Thermophysical properties of gaseous carbon dioxide-water mixtures

Abstract

A Burnett-Isochoric apparatus was used to obtain precise, experimental, vapor-phase P-ρ-T data for pure water and for mixtures of 2%, 5%, 10%, 25%, and 50% water in carbon dioxide for temperatures from 298.15 K to 498.15 K at 25 K intervals, and pressures from 27 kPa to 10.34 MPa or the vapor pressure (or dew point) at each temperature. The experimental measurements for pure water, along with compressibility data from the literature, were used to characterize physical adsorption within the Burnett-Isochoric apparatus using the Brunauer-Emmett-Teller (B-E-T) adsorption model coupled with the sequential Burnett equations. The resulting adsorption constants were used to correct the compressibility data for the mixtures and precise values were obtained for the second virial coefficients, enthalpies, and other derived thermodynamic properties.
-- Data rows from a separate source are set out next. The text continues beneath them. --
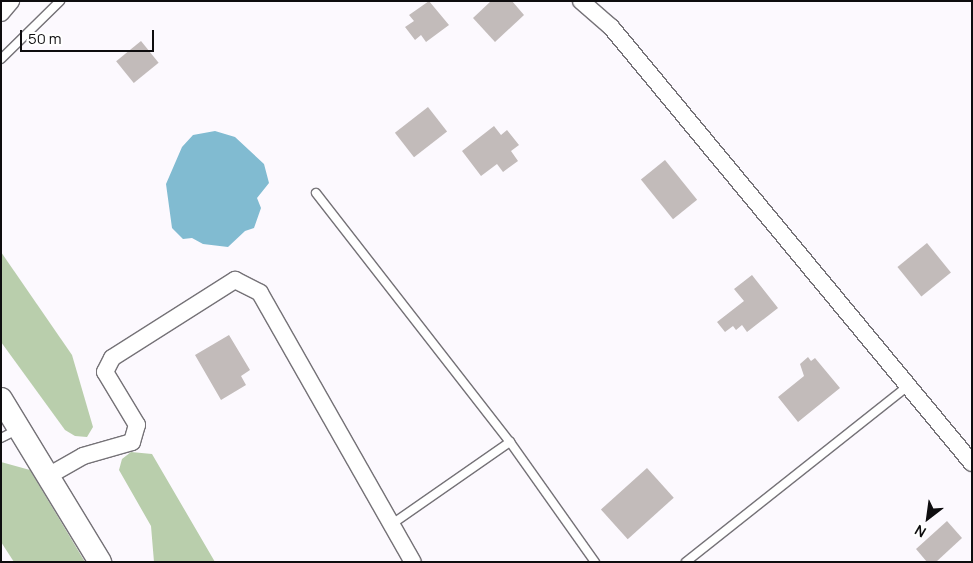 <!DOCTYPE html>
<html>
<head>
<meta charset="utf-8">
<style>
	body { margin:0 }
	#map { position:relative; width:973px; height:563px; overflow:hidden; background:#fcf9fe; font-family:Manrope,sans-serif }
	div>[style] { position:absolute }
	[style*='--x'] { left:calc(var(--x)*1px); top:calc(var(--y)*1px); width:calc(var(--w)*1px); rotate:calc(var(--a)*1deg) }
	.green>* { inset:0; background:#b9ceac }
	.water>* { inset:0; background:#81bbd1 }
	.building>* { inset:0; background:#c2bbba; transform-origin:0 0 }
	.roads { filter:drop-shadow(1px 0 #757277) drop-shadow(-1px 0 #757277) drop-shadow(0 1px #757277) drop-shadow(0 -1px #757277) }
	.service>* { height:8px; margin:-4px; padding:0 4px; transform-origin:4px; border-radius:4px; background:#fff }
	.minor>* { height:16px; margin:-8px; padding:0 8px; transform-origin:8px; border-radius:8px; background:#fff }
	.secondary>* { height:22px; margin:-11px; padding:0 11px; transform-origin:11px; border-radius:11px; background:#fff }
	span { translate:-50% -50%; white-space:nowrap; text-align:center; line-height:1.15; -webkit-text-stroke:4px #fff; paint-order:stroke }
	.frame { position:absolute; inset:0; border:2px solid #0e0d0f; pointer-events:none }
	.north { position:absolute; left:903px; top:493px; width:50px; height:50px; -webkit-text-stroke:4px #fff; paint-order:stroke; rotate:210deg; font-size:14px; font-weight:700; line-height:20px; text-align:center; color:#0e0d0f }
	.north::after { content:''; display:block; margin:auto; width:18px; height:22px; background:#0e0d0f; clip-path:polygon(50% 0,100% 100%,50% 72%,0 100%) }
	.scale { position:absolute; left:20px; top:30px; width:134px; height:22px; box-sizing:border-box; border:2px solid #0e0d0f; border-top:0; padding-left:6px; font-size:15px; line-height:18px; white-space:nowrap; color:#0e0d0f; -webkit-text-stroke:4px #fff; paint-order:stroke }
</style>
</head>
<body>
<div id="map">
	<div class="green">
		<i style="clip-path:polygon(1px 252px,72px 355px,93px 427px,87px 437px,75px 436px,65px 430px,1px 342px)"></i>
		<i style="clip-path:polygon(131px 452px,152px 454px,215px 562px,154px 562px,151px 526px,119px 470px,122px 459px)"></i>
		<i style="clip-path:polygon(1px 462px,30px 470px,85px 562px,14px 562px,1px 542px)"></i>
	</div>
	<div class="water">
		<i style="clip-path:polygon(215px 131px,235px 137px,264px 164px,269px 183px,257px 198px,261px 208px,254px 228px,245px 231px,228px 247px,203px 244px,192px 238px,183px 239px,172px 228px,166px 184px,182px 147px,193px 135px)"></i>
	</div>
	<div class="building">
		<i style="clip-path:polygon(429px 1px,449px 25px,426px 42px,421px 35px,415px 40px,405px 27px,414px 21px,409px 15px)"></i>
		<i style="clip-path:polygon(491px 1px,512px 1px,524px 15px,495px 42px,473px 18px)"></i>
		<i style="left:141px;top:41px;width:28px;height:32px;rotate:51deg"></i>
		<i style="left:428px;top:107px;width:31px;height:42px;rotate:52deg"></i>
		<i style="clip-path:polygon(494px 126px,501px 135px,507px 130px,519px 145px,511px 151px,518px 161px,503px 172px,497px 164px,481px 176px,462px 151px)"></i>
		<i style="left:665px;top:160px;width:51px;height:31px;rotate:51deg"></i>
		<i style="left:927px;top:243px;width:38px;height:38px;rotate:51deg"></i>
		<i style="clip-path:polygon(752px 275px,778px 308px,747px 332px,742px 325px,736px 330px,733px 326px,725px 332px,717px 322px,744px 301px,734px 289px)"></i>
		<i style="clip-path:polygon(229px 335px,250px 370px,241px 376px,246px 385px,221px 400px,195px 355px)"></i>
		<i style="clip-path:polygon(808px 357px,811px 361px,815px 358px,840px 388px,798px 422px,778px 397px,804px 376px,800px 364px)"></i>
		<i style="left:647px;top:468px;width:40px;height:62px;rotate:48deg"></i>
		<i style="clip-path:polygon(947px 521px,962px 538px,936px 562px,927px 562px,916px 549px)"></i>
	</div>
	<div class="roads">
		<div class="service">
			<i style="--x:1;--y:59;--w:83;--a:-44.5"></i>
			<i style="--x:316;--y:193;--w:316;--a:52.1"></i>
			<i style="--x:1;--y:438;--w:18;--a:-27"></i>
			<i style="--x:392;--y:524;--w:144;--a:-34.8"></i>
			<i style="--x:510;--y:442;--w:147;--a:54.7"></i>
			<i style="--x:686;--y:562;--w:285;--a:-38.4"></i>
		</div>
		<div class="minor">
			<i style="--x:581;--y:1;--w:40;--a:41"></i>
			<i style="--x:611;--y:27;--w:566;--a:50.38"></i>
			<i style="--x:1;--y:13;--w:16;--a:-50"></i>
			<i style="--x:48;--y:476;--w:40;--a:-29.7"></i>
			<i style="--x:83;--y:456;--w:51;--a:-15.9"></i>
			<i style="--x:132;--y:442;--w:18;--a:-74"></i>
			<i style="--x:137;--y:425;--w:62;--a:-121.1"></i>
			<i style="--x:105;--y:372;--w:16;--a:-63"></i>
			<i style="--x:112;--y:358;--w:146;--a:-32.4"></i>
			<i style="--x:235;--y:280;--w:28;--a:27"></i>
			<i style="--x:260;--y:293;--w:309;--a:60.4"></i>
		</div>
		<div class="secondary">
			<i style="--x:1;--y:399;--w:191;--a:58.7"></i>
		</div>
	</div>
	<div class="frame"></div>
	<div class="north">N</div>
	<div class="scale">50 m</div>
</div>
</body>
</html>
Interaction second virial coefficients, B₁₂, and interaction third virial coefficients, C₁₁₂ and C₁₂₂, were also determined from the mixture virial coefficients and compared with values obtained values obtained using prediction methods such as that by Tsonopoulos (1974). Also, the proper temperature dependence for the binary interaction coefficient, k₁₂, (calculated from the precise B₁₂ measurements) was established. The densities are considered accurate to 4/10,000, and the mixture second virial coefficients to ±3 cm³/mol. Dew points (±1 K and ±14 kPa) were also measured for the above mixtures by noting the change in slope of the isochores. The dew point pressures were predicted using a priori methods such as that proposed by Eubank et al. (1986) for their natural gas-water mixtures, and compared with other experimental measurements and with VLE prediction methods, such as they by Heidemann and Prausnitz (1977).